Back at the Village Blend, we found Joy safe and sound. After a round of hugs, Joy said she was really tired and wanted to go back to her apartment. I asked her to please consider staying over in the duplex upstairs, but she flatly refused.
She said her roommate was home now and she was eager to check her home machine and see if the young man she’d met earlier had called — they had a “date to talk” after she finished her work. I pointed out she could call him from upstairs, but she wanted her privacy — either that or the date was for the young man to stop by, too, and not just call. Ah, youth.
Well, I couldn’t stop her from going, but it gave me a substantial amount of relief to watch her walk out the Village Blend’s front door in the company of her father. If there was one thing Matteo Allegro could do without fault, it was protect his daughter.
And if there was one thing Mike Quinn could do, it was cuff a guilty party. He had identified the murderer, now all he had to do was locate her. After we parted at the Puck Building, he said he was off and running in an attempt to locate and arrest Bruce’s wife.

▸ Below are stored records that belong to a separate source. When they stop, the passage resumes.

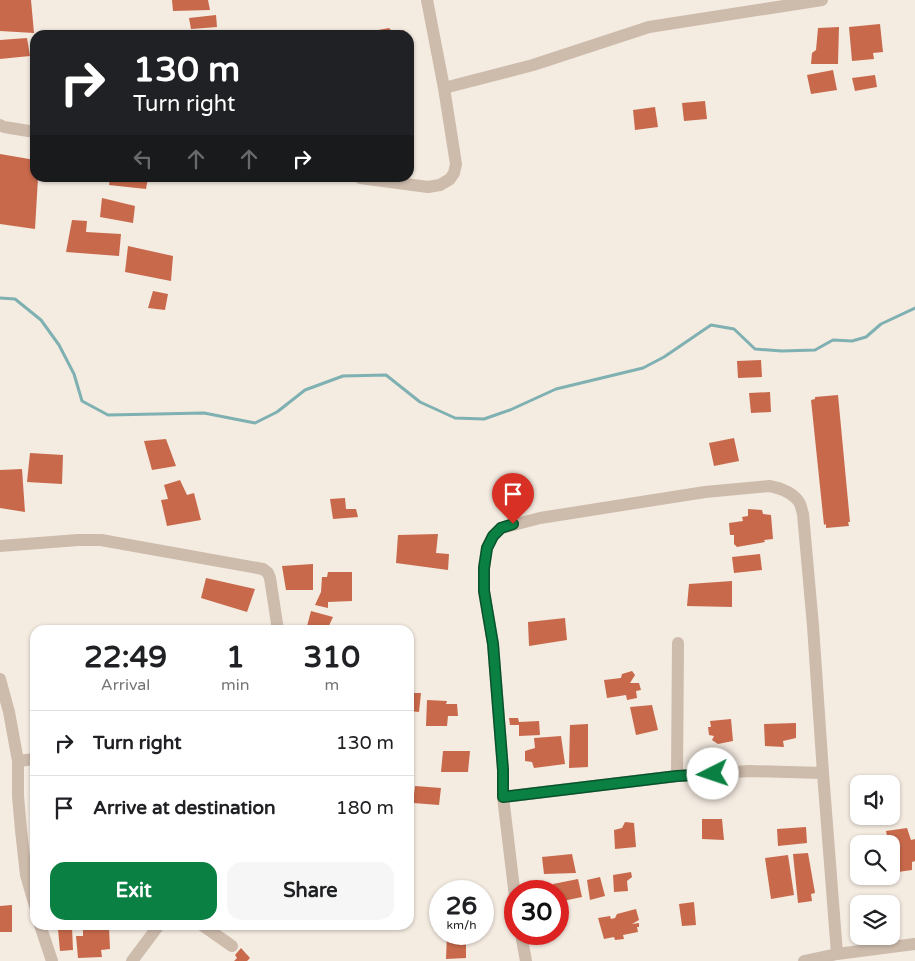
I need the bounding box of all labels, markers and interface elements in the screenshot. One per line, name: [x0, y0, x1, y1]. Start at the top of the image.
text: 130 m: [133, 49, 240, 91]
icon: right: [50, 50, 115, 115]
text: Turn right: [133, 91, 235, 117]
icon: left: [129, 145, 157, 173]
icon: ahead: [182, 145, 210, 173]
icon: ahead: [235, 145, 263, 173]
icon: right: [288, 145, 316, 173]
pin: [492, 473, 534, 524]
icon: arrive: [499, 480, 527, 508]
text: 22:49: [84, 639, 167, 676]
text: 1: [226, 639, 245, 676]
text: 310: [304, 639, 360, 676]
text: Arrival: [101, 675, 150, 695]
text: min: [221, 675, 250, 695]
text: m: [324, 675, 339, 695]
icon: right: [50, 729, 78, 757]
text: Turn right: [93, 732, 181, 754]
text: 130 m: [336, 732, 394, 754]
position arrow: [686, 747, 738, 799]
map controls: [850, 775, 900, 945]
button: sound: [850, 775, 900, 825]
icon: arrive: [50, 794, 78, 822]
text: Arrive at destination: [93, 797, 276, 819]
text: 180 m: [336, 797, 394, 819]
button: search: [850, 835, 900, 885]
button: Exit: [50, 862, 217, 920]
button: Share: [227, 862, 394, 920]
speed limit sign: 30: [504, 880, 569, 945]
text: 26: [446, 891, 477, 921]
button: layers: [850, 895, 900, 945]
text: km/h: [446, 918, 477, 932]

I knew Maxine Bowman wouldn’t be that hard to find — with driver’s licenses, credit cards, social security numbers and the like, nobody could hide for long in this day and age, even if she was going by another name. And, of course, Bruce could help locate her, too. Even if he didn’t know the woman’s exact address, he could probably help Quinn set up some sort of trap.
A few feet away from me, behind the coffee bar counter, Tucker looked completely exhausted. After pulling a double shift, I hated asking him to stay a little longer but I didn’t want to be here alone, and Matt said he was coming right back.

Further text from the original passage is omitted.